Some of the islands in this atoll have remains from the Buddhist period, but none of them have been properly excavated yet. Mysterious mounds known as hawittas are as well as a copperplate found in Kudahuvadhu. The old mosque of Kudahuvadhoo possesses some of the finest masonry in the country.

Opened to tourism in 1998, the atoll has become a popular location for scuba diving.

Gemendhoo was abandoned after the Boxing Day tsunamis destroyed the buildings.

Rinbudhoo was also badly hit by the tsunami and half of the population were migrated to thulusdhoo. It is said Rinbudhoo was one of the islands having the highest density of population back in the early days. but now its just the opposite. The Island has an almost 300 years old masjid built with curved stones.

==Tourism==
Dhaalu Atoll is home to several luxury tourist resorts including St Regis Vommuli Maldives, Niyama Private Islands Maldives, Kandima Maldives, Angsana Velavaru, Vilu Reef, and Aaaveee. Several other resorts are under development.
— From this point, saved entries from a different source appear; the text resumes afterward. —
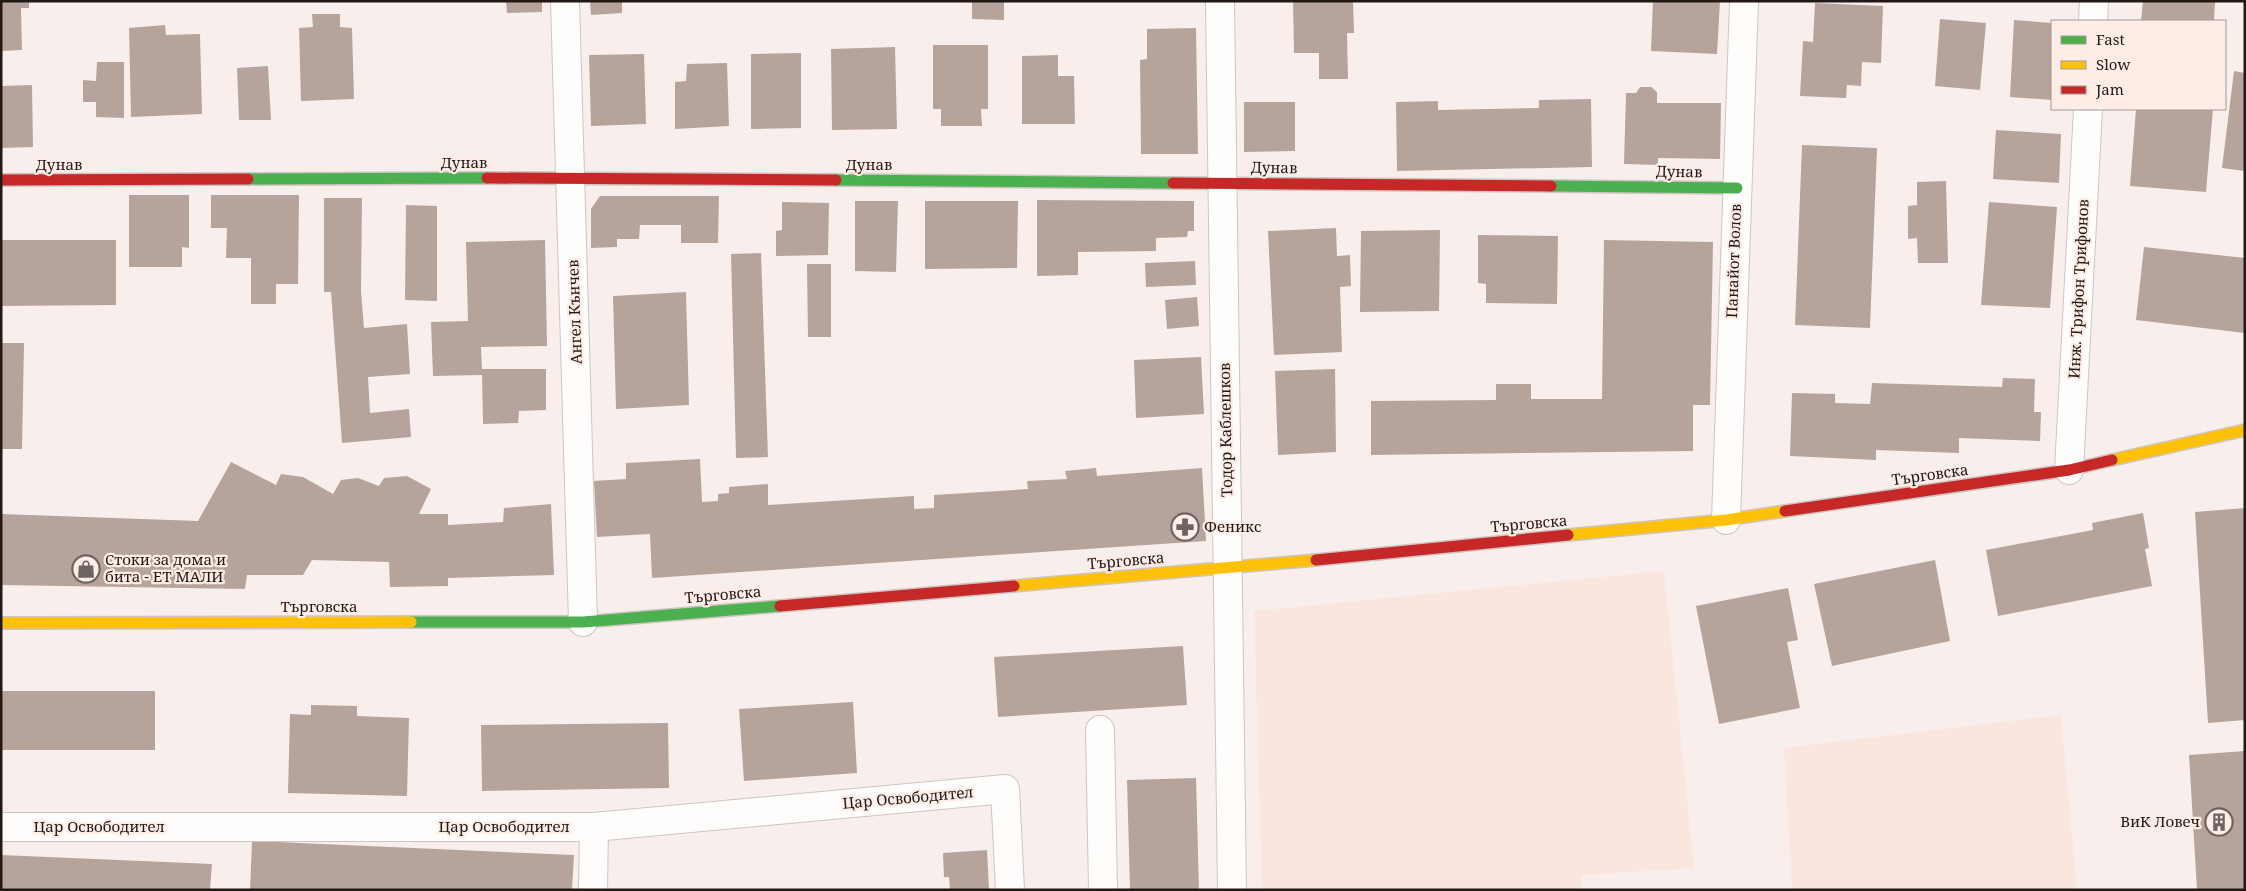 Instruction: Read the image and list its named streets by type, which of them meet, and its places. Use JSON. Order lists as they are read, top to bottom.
{
  "streets": {
    "street": [
      "Дунав",
      "Панайот Волов",
      "Инж. Трифон Трифонов",
      "Ангел Кънчев",
      "Тодор Каблешков",
      "Търговска",
      "Цар Освободител"
    ]
  },
  "crossings": [
    ["Дунав", "Панайот Волов"],
    ["Дунав", "Ангел Кънчев"],
    ["Дунав", "Тодор Каблешков"],
    ["Панайот Волов", "Търговска"],
    ["Инж. Трифон Трифонов", "Търговска"],
    ["Ангел Кънчев", "Търговска"],
    ["Тодор Каблешков", "Търговска"]
  ],
  "places": {
    "pharmacy": ["Феникс"],
    "shop": ["Стоки за дома и бита - ЕТ МАЛИ"],
    "building": ["ВиК Ловеч"]
  },
  "legend": ["Fast", "Slow", "Jam"]
} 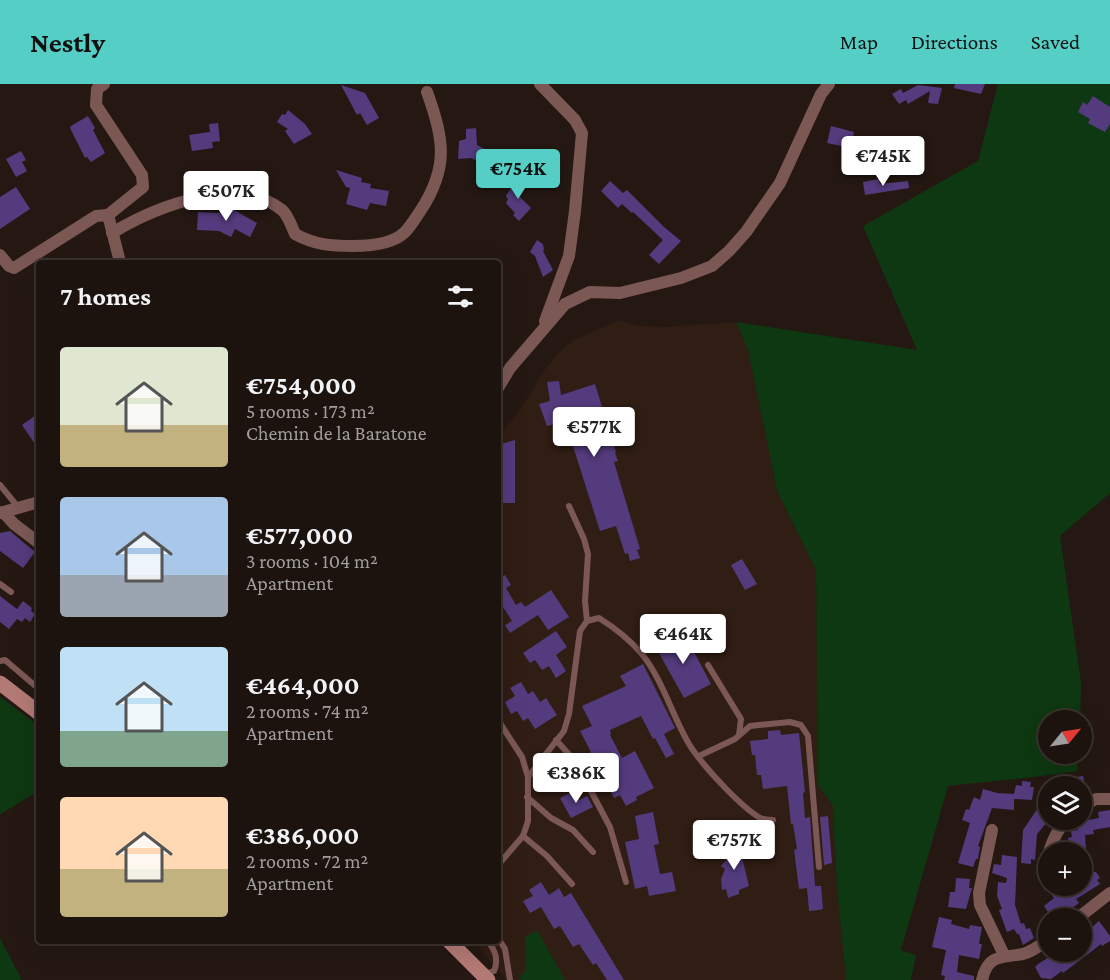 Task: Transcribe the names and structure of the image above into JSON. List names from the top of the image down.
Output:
{
  "north": "top right",
  "page": {
    "header": "Nestly",
    "nav": ["Map", "Directions", "Saved"],
    "price": [
      "€745K",
      "€754K",
      "€507K",
      "€577K",
      "€464K",
      "€386K",
      "€757K"
    ],
    "heading": "7 homes",
    "list": [
      {
        "name": "€754,000",
        "note": "5 rooms · 173 m² · Chemin de la Baratone"
      },
      {
        "name": "€577,000",
        "note": "3 rooms · 104 m² · Apartment"
      },
      {
        "name": "€464,000",
        "note": "2 rooms · 74 m² · Apartment"
      },
      {
        "name": "€386,000",
        "note": "2 rooms · 72 m² · Apartment"
      }
    ],
    "map_buttons": ["+", "−"]
  }
}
One of the most prominent lifestyle resorts in the atoll is Kandima Maldives, known for its wide range of activities and modern design. Opened in 2017, the resort spans nearly 3 kilometres and offers 270 rooms, making it one of the largest in the Maldives. The resort recently expanded its leisure facilities with the launch of Fast Track on 15 November 2024, which serves as the Maldives' first professional-grade asphalt e-go-kart circuit, featuring a 500-metre oceanfront track with 12 turns and speeds reaching 80 km/h. This was followed by the opening of PlaySpace in 2025, an indoor entertainment hub that includes the island's first boutique bowling alley, private karaoke suites, escape rooms, and a dedicated zone for virtual reality (VR) and classic arcade gaming. These additions further establish the resort's positioning as a hub for active lifestyle and multi-generational entertainment in the region.

== Healthcare ==
Dhaalu Atoll Hospital is the regional hospital in the atoll, being located in the atoll's capital, Kudahuvadhoo. The hospital offers general medicine and specialized services along with paediatrics, anesthesiology, surgery and gynecology, along with the inauguration of dental services by former president, Ibrahim Mohamed Solih.